### Work instructions:
Only the lines from the beginning of the listing below through the line with "--surface:#1b232e; --page:#282f3a; --text:#f1f3f6;" belong in the answer; please print them exactly and drop the pictures.

### Given records:
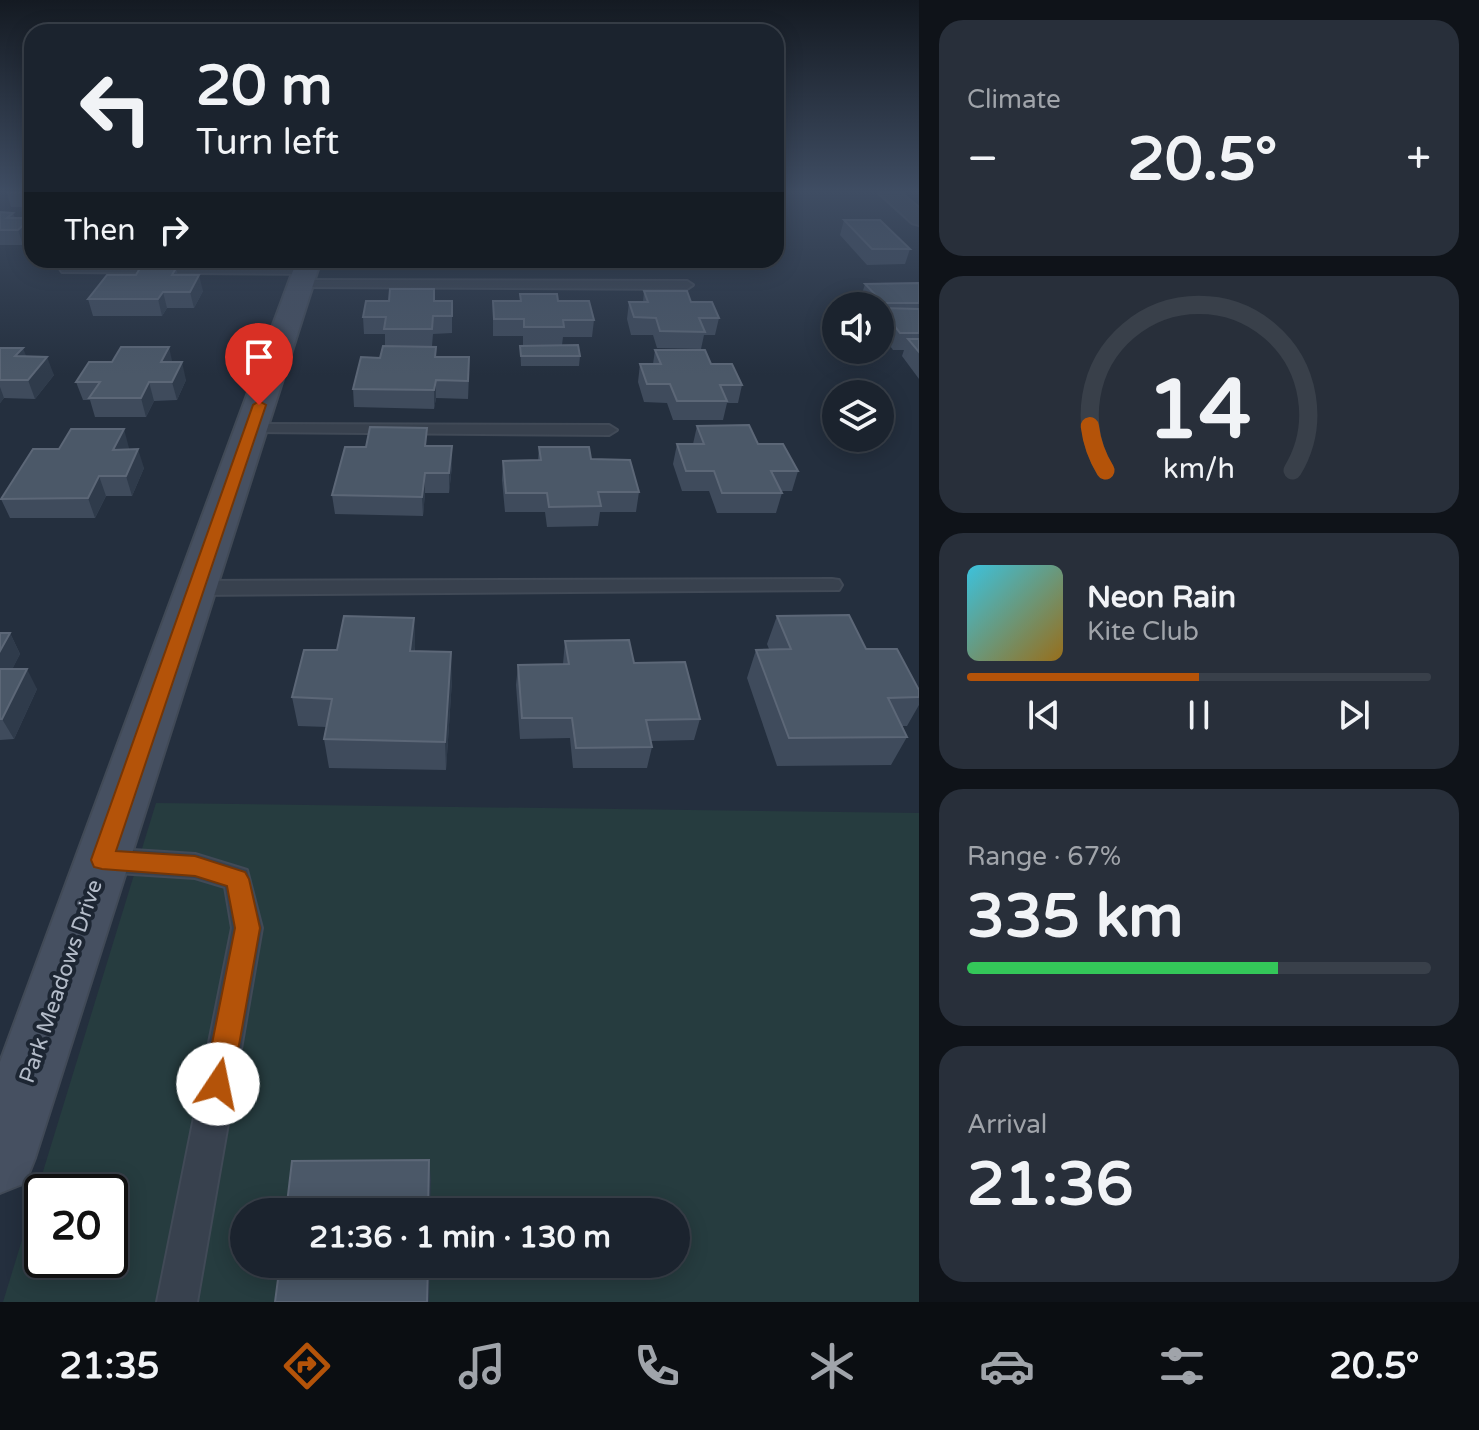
<!DOCTYPE html>
<html lang="en">
<head>
<meta charset="utf-8">
<style>
  :root { --surface:#1b232e; --page:#282f3a; --text:#f1f3f6; --muted:#a0a4aa; --line:#39404a; --accent:#b45309 }
  body { margin:0; font-family:"Varela Round",sans-serif; background:var(--page); color:var(--text); height:100vh; display:flex; flex-direction:column; font-size:30px; white-space:nowrap }
  * { box-sizing:border-box; margin:0 }
  p { font-size:26px; color:var(--muted) }
  .icon { flex:none; width:44px; height:44px; fill:none; stroke:currentColor; stroke-width:2; stroke-linecap:round; stroke-linejoin:round }
  .map { position:relative; flex:1; overflow:hidden }
  .details { display:flex; flex-direction:column; gap:20px; padding:20px; background:#0f1319; width:560px }
  .details>* { flex:none }
  .hud { position:absolute; left:24px; top:24px; width:760px; height:244px; border-radius:24px; box-shadow:0 4px 20px #0003,0 0 0 2px var(--line); background:#1b232e; color:var(--text); overflow:hidden }
  .buttons { position:absolute; left:822px; top:292px; display:grid; gap:16px }
  .buttons a { display:grid; place-items:center; width:72px; height:72px; border-radius:50%; background:var(--surface); box-shadow:0 4px 20px #0003,0 0 0 2px var(--line); font-size:40px }
  .speed { position:absolute; left:24px; top:1174px; display:flex; gap:16px; font-size:40px; font-weight:700; text-align:center }
  .speed>* { display:grid; place-content:center; width:104px; height:104px; border-radius:50%; background:var(--surface); box-shadow:0 4px 20px #0003,0 0 0 2px var(--line); line-height:1 }
  .speed .limit { border:4px solid #111; border-radius:12px; background:#fff; color:#111 }
  .pin { position:absolute; display:grid; place-items:center; width:68px; height:68px; color:#fff; margin:-82px -34px; border-radius:50% 50% 50% 0; rotate:-45deg; box-shadow:0 0 8px #0007 }
  .pin .icon { rotate:45deg }
  .me { position:absolute; width:88px; margin:-44px; rotate:11deg; stroke-linejoin:round; filter:drop-shadow(0 0 6px #0008) }
  .turn { display:flex; align-items:center; gap:28px; height:168px; padding:0 40px; font-size:36px }
  .turn .icon { width:104px; height:104px; stroke-width:2.5 }
  .turn b { display:block; font-size:56px; line-height:68px }
  .then { display:flex; align-items:center; height:76px; padding:0 40px; background:#0003; gap:16px; font-size:30px }
  .big { font-size:60px; font-weight:800; line-height:1.1 }
  .details .widget { flex:1; display:flex; flex-direction:column; justify-content:center; gap:12px; min-width:0; padding:0 28px; border-radius:24px; background:var(--page) }
  .details .dial { align-items:center; gap:0 }
  .dial svg { height:208px; overflow:visible; fill:none; stroke:var(--line); stroke-width:7; stroke-linecap:round; text-anchor:middle }
  .dial text { fill:var(--text); stroke:none }
  .song { display:flex; align-items:center; gap:24px }
  .cover { width:96px; height:96px; border-radius:12px; background:linear-gradient(135deg,hsl(190 70% 55%),hsl(40 70% 35%)) }
  .played { height:8px; border-radius:4px; background:linear-gradient(90deg,var(--accent) 50%,var(--line) 50%) }
  .keys { display:flex; justify-content:space-around; direction:ltr }
  .heat { display:flex; justify-content:space-between; align-items:center; font-size:44px; direction:ltr }
  .charge { height:12px; border-radius:6px; background:linear-gradient(90deg,#34c759 67%,var(--line) 0) }
  .trip { position:absolute; left:230px; top:1198px; width:460px; height:80px; border-radius:40px; background:var(--surface); box-shadow:0 4px 20px #0003,0 0 0 2px var(--line); font-weight:800; line-height:80px; text-align:center }
  .dock { display:flex; height:128px; justify-content:space-around; align-items:center; background:#0b0e12; color:var(--muted) }
  .dock .icon { width:56px; height:56px }
  .dock .active { color:var(--accent) }
  .dock b { font-size:36px; color:var(--text) }
  main { display:flex; flex:1; min-height:0 }
  .map>svg:first-child { display:block }
</style>
</head>
<body>
<main>
<div class="map">
<svg width="919" height="1302" viewBox="0 0 919 1302">
  <rect width="100%" height="100%" fill="#242f3e"/>
  <path fill="#263c3f" fill-rule="evenodd" d="M 156,803 L 919,813 L 919,1302 L 3,1302 ZM 42,1192 L 110,1192 L 110,1260 L 42,1260 ZM 244,1212 L 676,1212 L 676,1264 L 244,1264 Z"/>
  <g fill="none" stroke-linecap="round" stroke-linejoin="round">
    <defs>
      <g id="lane">
        <polygon points="66,265 306,266 312,270 306,274 62,272 60,269"/>
        <polygon points="301,280 687,281 693,285 687,289 297,287 297,281"/>
        <polygon points="251,424 609,425 617,430 609,435 245,432 245,426"/>
        <polygon points="832,579 839,580 842,585 839,590 196,595 186,588 196,581"/>
        <polygon points="102,848 195,854 247,870 262,928 197,1302 157,1302 232,928 225,887 195,878 102,872 92,868 88,860 92,852"/>
      </g>
      <polygon id="street" points="879,193 901,193 919,208 919,225 912,223"/>
      <polygon id="secondary" points="297,260 321,260 35,1158 25,1183 0,1193 0,1062"/>
    </defs>
    <use href="#lane" stroke="#414a57" stroke-width="4"/>
    <use href="#street" stroke="#414a57" stroke-width="4"/>
    <use href="#secondary" stroke="#414a57" stroke-width="4"/>
    <use href="#lane" fill="#38414e" fill-rule="evenodd"/>
    <use href="#street" fill="#38414e" fill-rule="evenodd"/>
    <use href="#secondary" fill="#465061" fill-rule="evenodd"/>
  </g>
  <g fill="#3f4b5c">
    <polygon points="7,193 32,193 32,212 30,212 29,207 11,207"/>
    <polygon points="0,212 13,213 15,218 31,218 32,222 32,236 23,245 0,245"/>
    <polygon points="844,220 910,249 905,264 867,265 840,235"/>
    <rect x="382" y="260" width="53" height="4"/>
    <polygon points="607,260 663,260 663,264 608,264"/>
    <polygon points="176,268 178,275 203,291 194,308 167,308 162,316 93,316 88,299 136,275"/>
    <polygon points="919,283 919,379 902,356 904,350 893,350 880,332 880,306 865,306 860,300 865,284"/>
    <polygon points="644,291 691,302 719,318 715,335 704,335 701,349 657,348 653,335 631,335 627,319 629,302 643,302"/>
    <polygon points="520,294 558,301 594,320 592,337 563,337 562,345 523,345 523,336 493,336 493,301 520,301"/>
    <polygon points="434,301 452,301 452,333 433,334 432,346 397,347 437,357 469,375 468,399 436,398 434,409 354,407 353,389 380,358 385,346 385,334 364,334 363,317"/>
    <polygon points="520,346 580,356 579,366 521,366"/>
    <polygon points="0,348 26,357 54,375 35,399 4,398 0,403"/>
    <polygon points="655,350 711,364 742,385 738,403 727,403 723,420 673,420 667,403 644,402 638,382 640,364 653,364"/>
    <polygon points="173,362 186,380 177,400 154,401 146,417 95,417 90,400 83,400 76,382"/>
    <polygon points="697,426 758,444 798,471 792,491 781,491 782,493 776,513 717,513 709,491 682,491 673,464 677,444 693,444"/>
    <polygon points="428,446 452,446 452,466 449,493 425,493 423,516 335,514 332,495"/>
    <polygon points="539,447 591,459 639,492 636,512 600,512 598,526 547,527 545,512 505,512 502,480 503,461 538,460"/>
    <polygon points="129,448 129,449 144,468 132,496 106,496 95,518 10,518 1,499"/>
    <polygon points="777,616 866,649 919,690 919,705 907,726 902,726 907,737 891,765 777,766 747,678 756,650 769,649 767,644"/>
    <polygon points="414,618 415,651 452,680 446,770 329,768 324,739 327,727 298,726 292,697 337,650"/>
    <polygon points="0,633 10,633 20,654 12,669 37,689 14,739 0,740"/>
    <polygon points="565,641 634,663 700,719 694,740 651,741 652,747 647,768 573,768 570,738 520,739 516,685 518,665 563,664"/>
  </g>
  <g fill="#2f3b4b">
    <polygon points="31,218 32,222 32,236 23,245 18,230"/>
    <polygon points="199,275 203,291 194,308 190,292"/>
    <polygon points="163,292 167,308 162,316 158,299"/>
    <polygon points="169,347 173,365 161,362"/>
    <polygon points="23,348 30,366 15,356"/>
    <polygon points="47,357 54,375 35,399 28,380"/>
    <polygon points="182,362 186,380 177,400 172,382"/>
    <polygon points="436,380 436,398 434,409 434,390"/>
    <polygon points="149,382 154,401 146,417 141,398"/>
    <polygon points="0,387 4,398 0,403"/>
    <polygon points="124,429 129,448 119,469 113,450"/>
    <polygon points="452,446 452,466 449,493 449,473"/>
    <polygon points="138,449 144,468 132,496 126,476"/>
    <polygon points="425,473 425,493 423,516 422,497"/>
    <polygon points="99,476 106,496 95,518 88,498"/>
    <polygon points="414,618 415,646 412,679 410,651"/>
    <polygon points="10,633 20,654 2,690 0,687 0,651"/>
    <polygon points="451,652 452,680 446,770 445,742"/>
    <polygon points="27,669 37,689 14,739 2,719"/>
    <polygon points="429,1160 431,1180 430,1212 428,1212"/>
    <polygon points="428,1264 430,1264 429,1302 427,1302"/>
  </g>
  <g fill="#4b5868" stroke="#5c6777" stroke-width="2">
    <polygon points="7,193 32,193 32,197 26,198 31,193"/>
    <polygon points="0,212 13,213 7,218 31,218 18,230 0,230"/>
    <polygon points="844,220 880,220 910,249 872,249"/>
    <polygon points="140,268 176,268 172,275 199,275 190,292 163,292 158,299 88,299 107,275 136,275"/>
    <polygon points="919,283 919,303 883,303 865,284"/>
    <polygon points="390,289 434,289 434,301 452,301 452,316 433,316 432,329 384,329 386,317 363,317 366,301 389,301"/>
    <polygon points="644,291 687,291 691,302 712,302 719,318 699,318 705,332 660,331 656,318 634,317 629,302 648,302"/>
    <polygon points="520,294 557,294 558,301 589,301 594,320 563,320 564,327 524,327 524,319 494,319 493,301 521,301"/>
    <polygon points="881,308 919,309 919,333 900,333"/>
    <polygon points="908,339 919,339 919,352"/>
    <polygon points="578,345 580,356 521,356 520,346"/>
    <polygon points="383,346 436,347 435,357 469,357 468,381 436,380 434,390 353,389 361,357 380,358"/>
    <polygon points="121,347 169,347 161,362 182,362 172,382 149,382 141,398 89,398 100,382 76,382 89,362 112,362"/>
    <polygon points="0,348 23,348 15,356 47,357 28,380 0,380"/>
    <polygon points="655,350 705,350 711,364 732,364 742,385 720,385 727,401 677,401 670,384 647,384 640,364 661,364"/>
    <polygon points="749,425 758,444 783,444 798,471 771,471 782,493 722,493 714,471 686,471 677,444 704,444 697,426"/>
    <polygon points="370,427 427,428 425,446 452,446 449,473 425,473 422,497 332,495 345,447 366,447"/>
    <polygon points="71,429 124,429 113,450 138,449 126,476 99,476 88,498 1,499 33,449 59,449"/>
    <polygon points="539,447 589,447 591,459 630,460 639,492 598,492 601,506 549,507 547,493 506,493 503,461 541,460"/>
    <polygon points="849,615 866,649 897,649 919,690 919,697 888,698 907,737 789,738 756,650 791,649 777,616"/>
    <polygon points="344,616 414,618 410,651 451,652 445,742 324,739 332,699 292,697 304,650 337,650"/>
    <polygon points="0,633 10,633 0,651"/>
    <polygon points="629,640 634,663 685,662 700,719 646,720 652,747 576,748 572,718 522,718 518,665 569,664 565,641"/>
    <polygon points="0,669 27,669 2,719 0,719"/>
    <polygon points="429,1160 428,1212 286,1212 292,1161"/>
    <polygon points="280,1264 428,1264 427,1302 275,1302"/>
  </g>
  <linearGradient id="sky" x2="0" y2="1"><stop stop-color="#141a22"/><stop offset="0.51" stop-color="#3f4d63"/><stop offset="1" stop-color="#3f4d63" stop-opacity="0"/></linearGradient>
  <rect width="919" height="375" fill="url(#sky)"/>
  <polygon fill="#b45309" stroke="#753606" stroke-width="2" points="259,401 266,405 116,851 195,856 245,872 249,879 260,928 232,1084 228,1093 218,1097 208,1093 204,1084 235,928 227,886 195,876 102,869 94,867 91,860 253,405"/>
  <g text-anchor="middle" stroke-width="8" stroke-linejoin="round" paint-order="stroke">
    <g font-size="22" fill="#b4bcc9" stroke="#1d2633">
      <text transform="translate(60 981) rotate(-71)" y="8">Park Meadows Drive</text>
    </g>
  </g>
</svg>
<div class="buttons">
<a><svg class="icon" aria-label="sound" viewBox="0 0 24 24"><path d="M4 9h4l5-4v14l-5-4H4zM17 9q2 3 0 6"/></svg></a>
<a><svg class="icon" aria-label="layers" viewBox="0 0 24 24"><path d="M12 4l9 5-9 5-9-5zM3 14l9 5 9-5"/></svg></a>
</div>
<div class="speed"><div class="limit">20</div></div>
<div class="pin" style="left:259px;top:405px;background:#d93025"><svg class="icon" aria-label="arrive" viewBox="0 0 24 24"><path d="M6 21V4h12l-3 4 3 4H6"/></svg></div>
<svg class="me" style="left:218px;top:1084px" viewBox="-20 -20 40 40"><circle r="19" fill="#fff"/><path d="M0-13L10 11 0 6-10 11z" fill="#b45309"/></svg>
<div class="trip">21:36 · 1 min · 130 m</div>
<div class="hud">
<div class="turn"><svg class="icon" aria-label="left" viewBox="0 0 24 24"><path d="M17 20v-9H6M10 6l-5 5 5 5"/></svg><div><b>20 m</b>Turn left</div></div>
<div class="then">Then<svg class="icon" aria-label="right" viewBox="0 0 24 24"><path d="M7 20v-9h11M14 6l5 5-5 5"/></svg></div>
</div>
</div>
<section class="details">
<div class="widget"><p>Climate</p>
<div class="heat"><a>−</a><b class="big">20.5°</b><a>+</a></div>
</div>
<div class="widget dial"><svg viewBox="0 0 100 80">
<path d="M14 69A42 42 0 1 1 86 69"/>
<path d="M14 69A42 42 0 0 1 8 52" stroke="#b45309"/>
<text x="50" y="56" font-size="32" font-weight="700">14</text>
<text x="50" y="72" font-size="11">km/h</text>
</svg></div>
<div class="widget">
<div class="song"><i class="cover"></i><div><b>Neon Rain</b><p>Kite Club</p></div></div>
<div class="played"></div>
<div class="keys"><svg class="icon" aria-label="previous" viewBox="0 0 24 24"><path d="M18 5L8 12l10 7zM5 5v14"/></svg><svg class="icon" aria-label="pause" viewBox="0 0 24 24"><path d="M8 5v14M16 5v14"/></svg><svg class="icon" aria-label="next" viewBox="0 0 24 24"><path d="M6 5l10 7-10 7zM19 5v14"/></svg></div>
</div>
<div class="widget"><p>Range · 67%</p><b class="big">335 km</b><div class="charge"></div></div>
<div class="widget"><p>Arrival</p><b class="big">21:36</b></div>
</section>
</main>
<nav class="dock">
<b>21:35</b>
<svg class="icon active" aria-label="directions" viewBox="0 0 24 24"><path d="M12 3l9 9-9 9-9-9zM9 14v-3h6M13 9l2 2-2 2"/></svg>
<svg class="icon" aria-label="music" viewBox="0 0 24 24"><path d="M9 18V5l10-2v13"/><circle cx="6" cy="18" r="3"/><circle cx="16" cy="16" r="3"/></svg>
<svg class="icon" aria-label="phone" viewBox="0 0 24 24"><path d="M5 4h4l2 5-3 2q2 4 5 5l2-3 5 2v4C11 20 4 13 5 4z"/></svg>
<svg class="icon" aria-label="climate" viewBox="0 0 24 24"><path d="M12 3v18M4 7l16 10M4 17L20 7"/></svg>
<svg class="icon" aria-label="car" viewBox="0 0 24 24"><path d="M5 17H2v-5l4-1 3-4h7l3 4 3 1v5h-3M9 17h6M6 11h13"/><circle cx="7" cy="17" r="2"/><circle cx="17" cy="17" r="2"/></svg>
<svg class="icon" aria-label="filters" viewBox="0 0 24 24"><path d="M4 7h16M4 17h16"/><circle cx="9" cy="7" r="2"/><circle cx="15" cy="17" r="2"/></svg>
<b>20.5°</b>
</nav>
</body>
</html>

### Exercise solution:
<!DOCTYPE html>
<html lang="en">
<head>
<meta charset="utf-8">
<style>
  :root { --surface:#1b232e; --page:#282f3a; --text:#f1f3f6; --muted:#a0a4aa; --line:#39404a; --accent:#b45309 }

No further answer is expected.